# MethodOfLines.jl: time derivative as initial conditions

Hi, I am using MethodOfLines.jl for solving the beam vibration PDE.

I need to implement an initial condition that the initial velocity is zero, or Dt(u(t=0,x)) ~ 0.

I tried to put it into the bcs but failed.

The problem is in the expression Dt(u(t,x)), I could not set t to be 0.

Thank you!


using OrdinaryDiffEq, ModelingToolkit, MethodOfLines, DomainSets
@parameters t x
@variables u(..)
Dt = Differential(t)
Dt2 = Differential(t)
Dx2 = Differential(x)^2
Dx4 = Differential(x)^4
L = 1;
eq  = Dt2(u(t, x)) ~ -Dx4(u(t, x)) + 1;
bcs = [#u(0, x) ~ 0.0,
Dt(u(0, x)) ~ 0.0,
#u(t, 0) ~ 0.0, Dx2(u(t, 0)) ~ 0.0,
#u(t, L) ~ 0.0, Dx2(u(t, L)) ~ 0.0,
];
domains = [t ∈ Interval(0.0, 1.0),
x ∈ Interval(0.0, L)];
@named pdesys = PDESystem(eq, bcs, domains,[t, x],[u(t, x)]);
dx = 0.05; order = 2;
discretization = MOLFiniteDifference([x => dx],t);
prob = discretize(pdesys, discretization);


ERROR: AssertionError: Boundary condition Differential(t)(u(0, x)) ~ 0.0 is not on a boundary of the domain, or is not a valid boundary condition

There are two points here.

First, MethodOfLines kind of applies a smart set of heuristics to support as many initial/boundary conditions are possible, see MethodOfLines.jl: Automated Finite Difference for Physics-Informed Learning · MethodOfLines.jl
In particular, one of the currently known limitation is this:

• That initial conditions are of the form u(...) ~ ..., and don’t reference the initial time derivative.

To solve the PDE anyway, you could translate into the common form:
Firstly, your PDE equation is \partial_t u = \partial_x^4 u +1 and the initial condition \partial_t u = 0 at t=0 which implies \partial_x^4 u = -1 at t = 0.
Then, if we denote u_0(x) = u(0,x) we get \partial_x^4 u_0 = -1 which is satisfied exactly if u_0 = c_3 x^3 + c_2 x^2 + c_1 x^1 + c_0.

With the four boundary conditions (which are commented in your code) you could determine the four unknowns c_3, ..., c_0 and obtain the initial data u = u_0 at t=0.

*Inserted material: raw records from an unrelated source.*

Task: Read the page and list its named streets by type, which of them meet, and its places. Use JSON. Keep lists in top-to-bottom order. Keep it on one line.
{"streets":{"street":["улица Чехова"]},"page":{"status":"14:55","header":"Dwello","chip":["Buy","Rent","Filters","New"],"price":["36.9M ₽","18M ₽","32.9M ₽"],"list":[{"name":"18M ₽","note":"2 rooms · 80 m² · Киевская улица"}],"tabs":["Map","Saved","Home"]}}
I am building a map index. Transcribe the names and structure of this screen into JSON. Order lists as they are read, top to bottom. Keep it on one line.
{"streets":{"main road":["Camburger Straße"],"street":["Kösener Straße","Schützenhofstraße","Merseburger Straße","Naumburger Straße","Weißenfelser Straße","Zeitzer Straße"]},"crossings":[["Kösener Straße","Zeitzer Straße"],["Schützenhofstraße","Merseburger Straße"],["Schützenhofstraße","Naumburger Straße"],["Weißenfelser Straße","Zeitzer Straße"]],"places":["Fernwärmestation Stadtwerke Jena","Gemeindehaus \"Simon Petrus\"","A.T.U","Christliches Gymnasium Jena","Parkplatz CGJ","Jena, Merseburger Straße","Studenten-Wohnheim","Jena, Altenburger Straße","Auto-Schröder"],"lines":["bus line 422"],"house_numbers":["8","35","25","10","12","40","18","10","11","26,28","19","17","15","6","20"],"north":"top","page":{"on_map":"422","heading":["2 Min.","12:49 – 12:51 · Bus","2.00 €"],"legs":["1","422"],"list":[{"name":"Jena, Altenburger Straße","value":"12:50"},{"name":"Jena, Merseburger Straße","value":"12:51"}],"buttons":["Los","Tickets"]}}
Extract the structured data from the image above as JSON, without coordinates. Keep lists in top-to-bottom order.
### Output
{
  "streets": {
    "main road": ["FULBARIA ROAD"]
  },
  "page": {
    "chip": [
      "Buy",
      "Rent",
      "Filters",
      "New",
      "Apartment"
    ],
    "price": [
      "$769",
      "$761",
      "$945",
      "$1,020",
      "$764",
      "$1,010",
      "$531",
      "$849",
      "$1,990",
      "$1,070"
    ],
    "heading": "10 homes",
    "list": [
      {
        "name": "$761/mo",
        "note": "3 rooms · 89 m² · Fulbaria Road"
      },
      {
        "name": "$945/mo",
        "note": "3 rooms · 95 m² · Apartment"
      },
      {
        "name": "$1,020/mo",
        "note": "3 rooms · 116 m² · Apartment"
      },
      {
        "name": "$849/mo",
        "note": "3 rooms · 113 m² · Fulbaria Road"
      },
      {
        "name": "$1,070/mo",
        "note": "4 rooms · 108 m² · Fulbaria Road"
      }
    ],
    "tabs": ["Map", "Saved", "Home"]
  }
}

As a side note: If the initial velocity is zero and the boundary conditions are satisfied, then the solution of the PDE will be constant…

1 Like

Ah, I think you want to solve this PDE (i.e. second-order time derivative in the PDE, not first order)

eq  = Dt(Dt(u(t, x))) ~ -Dx4(u(t, x)) + 1;
bcs = [u(0, x) ~ 0.0,
Dt(u(0, x)) ~ 0.0,
u(t, 0) ~ 0.0, Dx2(u(t, 0)) ~ 0.0,
u(t, L) ~ 0.0, Dx2(u(t, L)) ~ 0.0,
];


That should work since Dt(u(0,x)) is then part of the initial data.

Thank you! That was a mistake. It should be 2nd derivative of time
I applied the changes but still got the same error.

That makes sense to me! Thank you so much.